**What the task asks**
The lines wanted run from the first one below through the one with "Parse the image: labels, road". Return them exactly.

**Information supplied**
----------------------------------------
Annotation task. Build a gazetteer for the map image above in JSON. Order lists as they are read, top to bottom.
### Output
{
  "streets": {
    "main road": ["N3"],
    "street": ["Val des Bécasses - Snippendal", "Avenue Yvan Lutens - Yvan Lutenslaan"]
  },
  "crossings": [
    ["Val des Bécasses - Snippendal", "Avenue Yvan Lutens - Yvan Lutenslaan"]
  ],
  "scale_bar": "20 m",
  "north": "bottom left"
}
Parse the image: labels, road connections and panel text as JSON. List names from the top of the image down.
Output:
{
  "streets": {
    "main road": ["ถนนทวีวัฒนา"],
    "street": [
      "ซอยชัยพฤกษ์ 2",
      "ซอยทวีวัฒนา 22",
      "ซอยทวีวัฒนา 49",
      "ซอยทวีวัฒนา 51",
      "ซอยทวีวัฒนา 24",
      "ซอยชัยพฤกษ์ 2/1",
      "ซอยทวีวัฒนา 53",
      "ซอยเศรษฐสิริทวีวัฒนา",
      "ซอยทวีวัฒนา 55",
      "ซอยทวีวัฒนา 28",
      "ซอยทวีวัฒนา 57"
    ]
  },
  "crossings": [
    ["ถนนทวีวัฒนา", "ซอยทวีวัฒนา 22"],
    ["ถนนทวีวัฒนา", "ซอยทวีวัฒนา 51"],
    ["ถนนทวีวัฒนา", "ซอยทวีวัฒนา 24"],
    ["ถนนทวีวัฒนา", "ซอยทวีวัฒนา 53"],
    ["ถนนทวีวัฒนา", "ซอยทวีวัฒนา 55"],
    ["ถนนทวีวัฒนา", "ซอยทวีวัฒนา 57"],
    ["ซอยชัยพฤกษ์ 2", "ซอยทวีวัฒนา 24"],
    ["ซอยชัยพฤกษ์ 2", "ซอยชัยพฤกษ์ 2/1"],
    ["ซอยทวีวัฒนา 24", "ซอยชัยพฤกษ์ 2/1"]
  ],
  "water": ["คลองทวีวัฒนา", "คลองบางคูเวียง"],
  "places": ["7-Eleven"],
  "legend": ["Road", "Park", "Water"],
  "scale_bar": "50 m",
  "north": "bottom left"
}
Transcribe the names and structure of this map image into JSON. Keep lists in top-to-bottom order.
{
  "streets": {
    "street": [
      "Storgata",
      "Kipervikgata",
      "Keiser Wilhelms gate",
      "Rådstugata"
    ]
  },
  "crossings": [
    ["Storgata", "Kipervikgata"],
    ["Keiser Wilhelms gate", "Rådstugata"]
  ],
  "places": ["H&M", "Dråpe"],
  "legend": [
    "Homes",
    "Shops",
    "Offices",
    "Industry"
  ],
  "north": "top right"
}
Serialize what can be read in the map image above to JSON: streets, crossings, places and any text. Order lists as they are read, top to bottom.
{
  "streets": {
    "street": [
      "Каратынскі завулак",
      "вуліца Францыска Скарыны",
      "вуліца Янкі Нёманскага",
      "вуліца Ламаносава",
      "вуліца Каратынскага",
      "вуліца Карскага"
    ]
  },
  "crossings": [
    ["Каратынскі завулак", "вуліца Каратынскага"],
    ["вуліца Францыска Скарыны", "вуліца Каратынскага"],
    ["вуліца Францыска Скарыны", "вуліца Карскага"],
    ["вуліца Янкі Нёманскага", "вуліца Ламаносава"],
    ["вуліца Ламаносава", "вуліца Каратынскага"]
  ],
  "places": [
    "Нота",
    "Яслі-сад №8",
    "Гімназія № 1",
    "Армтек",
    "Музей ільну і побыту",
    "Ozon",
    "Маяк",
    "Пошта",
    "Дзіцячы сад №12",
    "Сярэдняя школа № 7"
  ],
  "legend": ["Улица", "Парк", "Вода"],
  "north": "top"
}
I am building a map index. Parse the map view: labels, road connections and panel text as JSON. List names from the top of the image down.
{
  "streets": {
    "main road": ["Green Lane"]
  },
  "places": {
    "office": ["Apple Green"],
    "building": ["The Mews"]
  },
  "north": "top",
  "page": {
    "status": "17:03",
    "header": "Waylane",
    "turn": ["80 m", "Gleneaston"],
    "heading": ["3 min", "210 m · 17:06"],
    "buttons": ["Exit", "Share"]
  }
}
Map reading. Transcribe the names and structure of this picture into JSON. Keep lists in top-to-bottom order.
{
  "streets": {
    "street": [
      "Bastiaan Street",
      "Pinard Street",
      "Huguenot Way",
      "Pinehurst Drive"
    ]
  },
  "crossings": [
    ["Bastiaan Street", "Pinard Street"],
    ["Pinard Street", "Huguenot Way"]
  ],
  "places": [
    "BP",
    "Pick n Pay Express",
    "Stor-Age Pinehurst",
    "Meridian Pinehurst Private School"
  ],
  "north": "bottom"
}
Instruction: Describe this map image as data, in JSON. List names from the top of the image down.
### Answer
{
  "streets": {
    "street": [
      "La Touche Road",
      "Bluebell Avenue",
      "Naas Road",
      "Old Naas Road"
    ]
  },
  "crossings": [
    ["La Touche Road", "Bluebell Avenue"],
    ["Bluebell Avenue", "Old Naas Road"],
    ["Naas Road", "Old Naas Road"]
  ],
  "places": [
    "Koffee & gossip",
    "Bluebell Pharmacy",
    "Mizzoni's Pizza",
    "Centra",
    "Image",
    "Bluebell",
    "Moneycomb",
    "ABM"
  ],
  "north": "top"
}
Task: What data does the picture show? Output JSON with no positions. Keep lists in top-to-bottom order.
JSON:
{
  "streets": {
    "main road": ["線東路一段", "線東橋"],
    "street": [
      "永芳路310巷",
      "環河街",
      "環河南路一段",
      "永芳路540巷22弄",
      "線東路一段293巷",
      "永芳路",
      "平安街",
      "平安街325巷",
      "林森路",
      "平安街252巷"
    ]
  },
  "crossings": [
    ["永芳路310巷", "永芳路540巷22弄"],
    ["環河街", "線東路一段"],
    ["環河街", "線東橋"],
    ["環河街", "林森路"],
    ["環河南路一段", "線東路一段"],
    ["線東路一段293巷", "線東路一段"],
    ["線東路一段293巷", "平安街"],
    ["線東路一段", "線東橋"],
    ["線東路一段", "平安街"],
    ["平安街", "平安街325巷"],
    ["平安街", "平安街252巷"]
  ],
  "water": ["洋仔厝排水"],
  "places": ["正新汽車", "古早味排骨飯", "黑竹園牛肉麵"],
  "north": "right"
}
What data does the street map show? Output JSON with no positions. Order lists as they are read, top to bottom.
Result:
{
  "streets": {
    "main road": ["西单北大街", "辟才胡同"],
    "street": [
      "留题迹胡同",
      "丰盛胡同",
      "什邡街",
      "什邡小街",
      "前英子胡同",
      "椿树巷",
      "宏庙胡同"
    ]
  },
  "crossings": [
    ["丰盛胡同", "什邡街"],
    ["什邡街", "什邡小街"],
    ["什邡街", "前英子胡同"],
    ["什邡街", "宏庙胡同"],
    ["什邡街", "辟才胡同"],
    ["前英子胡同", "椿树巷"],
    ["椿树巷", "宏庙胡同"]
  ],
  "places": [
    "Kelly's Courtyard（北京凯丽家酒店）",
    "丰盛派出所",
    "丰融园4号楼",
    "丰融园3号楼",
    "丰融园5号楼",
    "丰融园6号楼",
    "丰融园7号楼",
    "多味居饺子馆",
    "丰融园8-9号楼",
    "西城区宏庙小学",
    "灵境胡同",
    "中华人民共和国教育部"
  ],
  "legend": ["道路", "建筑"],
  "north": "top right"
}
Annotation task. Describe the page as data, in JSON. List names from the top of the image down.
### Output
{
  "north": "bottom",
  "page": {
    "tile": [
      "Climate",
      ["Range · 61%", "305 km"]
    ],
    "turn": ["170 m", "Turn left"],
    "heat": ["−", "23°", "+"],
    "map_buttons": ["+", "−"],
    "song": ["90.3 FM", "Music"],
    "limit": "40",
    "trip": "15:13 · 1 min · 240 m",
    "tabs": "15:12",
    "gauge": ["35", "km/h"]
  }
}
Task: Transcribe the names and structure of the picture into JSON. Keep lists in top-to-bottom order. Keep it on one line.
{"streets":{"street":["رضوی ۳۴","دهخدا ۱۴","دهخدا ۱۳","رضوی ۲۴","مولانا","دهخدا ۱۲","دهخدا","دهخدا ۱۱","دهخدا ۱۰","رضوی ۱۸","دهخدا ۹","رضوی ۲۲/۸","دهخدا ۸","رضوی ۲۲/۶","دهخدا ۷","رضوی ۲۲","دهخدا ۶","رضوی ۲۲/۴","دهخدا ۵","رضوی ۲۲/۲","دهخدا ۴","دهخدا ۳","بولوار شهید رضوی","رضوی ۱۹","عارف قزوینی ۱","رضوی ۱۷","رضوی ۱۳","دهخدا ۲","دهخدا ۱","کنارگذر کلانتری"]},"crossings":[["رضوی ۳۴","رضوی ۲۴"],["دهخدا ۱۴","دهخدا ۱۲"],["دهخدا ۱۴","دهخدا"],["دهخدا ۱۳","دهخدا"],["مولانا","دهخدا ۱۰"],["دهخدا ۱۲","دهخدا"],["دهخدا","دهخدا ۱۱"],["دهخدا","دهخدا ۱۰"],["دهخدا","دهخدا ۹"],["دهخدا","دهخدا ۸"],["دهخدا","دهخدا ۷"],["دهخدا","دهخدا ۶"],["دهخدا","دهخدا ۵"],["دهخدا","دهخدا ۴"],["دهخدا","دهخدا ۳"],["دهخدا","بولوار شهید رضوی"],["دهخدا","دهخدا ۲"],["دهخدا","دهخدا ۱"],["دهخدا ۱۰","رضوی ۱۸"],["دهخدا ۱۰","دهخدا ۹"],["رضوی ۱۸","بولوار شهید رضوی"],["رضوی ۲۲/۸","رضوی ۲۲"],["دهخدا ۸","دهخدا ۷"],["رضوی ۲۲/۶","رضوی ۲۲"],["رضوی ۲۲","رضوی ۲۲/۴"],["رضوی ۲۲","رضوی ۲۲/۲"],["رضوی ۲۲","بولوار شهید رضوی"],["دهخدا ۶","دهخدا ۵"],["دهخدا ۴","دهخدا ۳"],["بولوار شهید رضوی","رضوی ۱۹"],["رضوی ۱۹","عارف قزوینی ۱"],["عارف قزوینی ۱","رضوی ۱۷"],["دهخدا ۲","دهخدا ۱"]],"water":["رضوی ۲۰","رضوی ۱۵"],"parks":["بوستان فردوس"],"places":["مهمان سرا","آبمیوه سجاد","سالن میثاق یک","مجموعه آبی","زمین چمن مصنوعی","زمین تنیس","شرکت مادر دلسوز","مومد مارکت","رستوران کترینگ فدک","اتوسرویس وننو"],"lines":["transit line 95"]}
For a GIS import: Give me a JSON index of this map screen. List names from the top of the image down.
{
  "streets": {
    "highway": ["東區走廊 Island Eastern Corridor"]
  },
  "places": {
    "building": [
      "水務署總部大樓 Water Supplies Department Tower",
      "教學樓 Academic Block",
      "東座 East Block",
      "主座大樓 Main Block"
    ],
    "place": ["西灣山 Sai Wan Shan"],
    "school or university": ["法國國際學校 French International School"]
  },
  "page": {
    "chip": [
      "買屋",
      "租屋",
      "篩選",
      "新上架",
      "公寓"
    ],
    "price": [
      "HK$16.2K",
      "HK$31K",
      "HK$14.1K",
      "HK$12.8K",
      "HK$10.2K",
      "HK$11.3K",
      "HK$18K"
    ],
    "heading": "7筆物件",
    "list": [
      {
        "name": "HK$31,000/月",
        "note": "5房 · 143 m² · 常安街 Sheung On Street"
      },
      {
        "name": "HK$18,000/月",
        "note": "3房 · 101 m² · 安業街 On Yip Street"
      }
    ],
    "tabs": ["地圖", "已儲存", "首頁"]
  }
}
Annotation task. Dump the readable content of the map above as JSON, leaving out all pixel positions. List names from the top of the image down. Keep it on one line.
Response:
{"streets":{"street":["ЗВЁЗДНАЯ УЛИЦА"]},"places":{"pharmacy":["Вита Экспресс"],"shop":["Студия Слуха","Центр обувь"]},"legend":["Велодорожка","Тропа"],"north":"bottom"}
----------------------------------------
**Exercise response**
Annotation task. Build a gazetteer for the map image above in JSON. Order lists as they are read, top to bottom.
### Output
{
  "streets": {
    "main road": ["N3"],
    "street": ["Val des Bécasses - Snippendal", "Avenue Yvan Lutens - Yvan Lutenslaan"]
  },
  "crossings": [
    ["Val des Bécasses - Snippendal", "Avenue Yvan Lutens - Yvan Lutenslaan"]
  ],
  "scale_bar": "20 m",
  "north": "bottom left"
}
Parse the image: labels, road connections and panel text as JSON. List names from the top of the image down.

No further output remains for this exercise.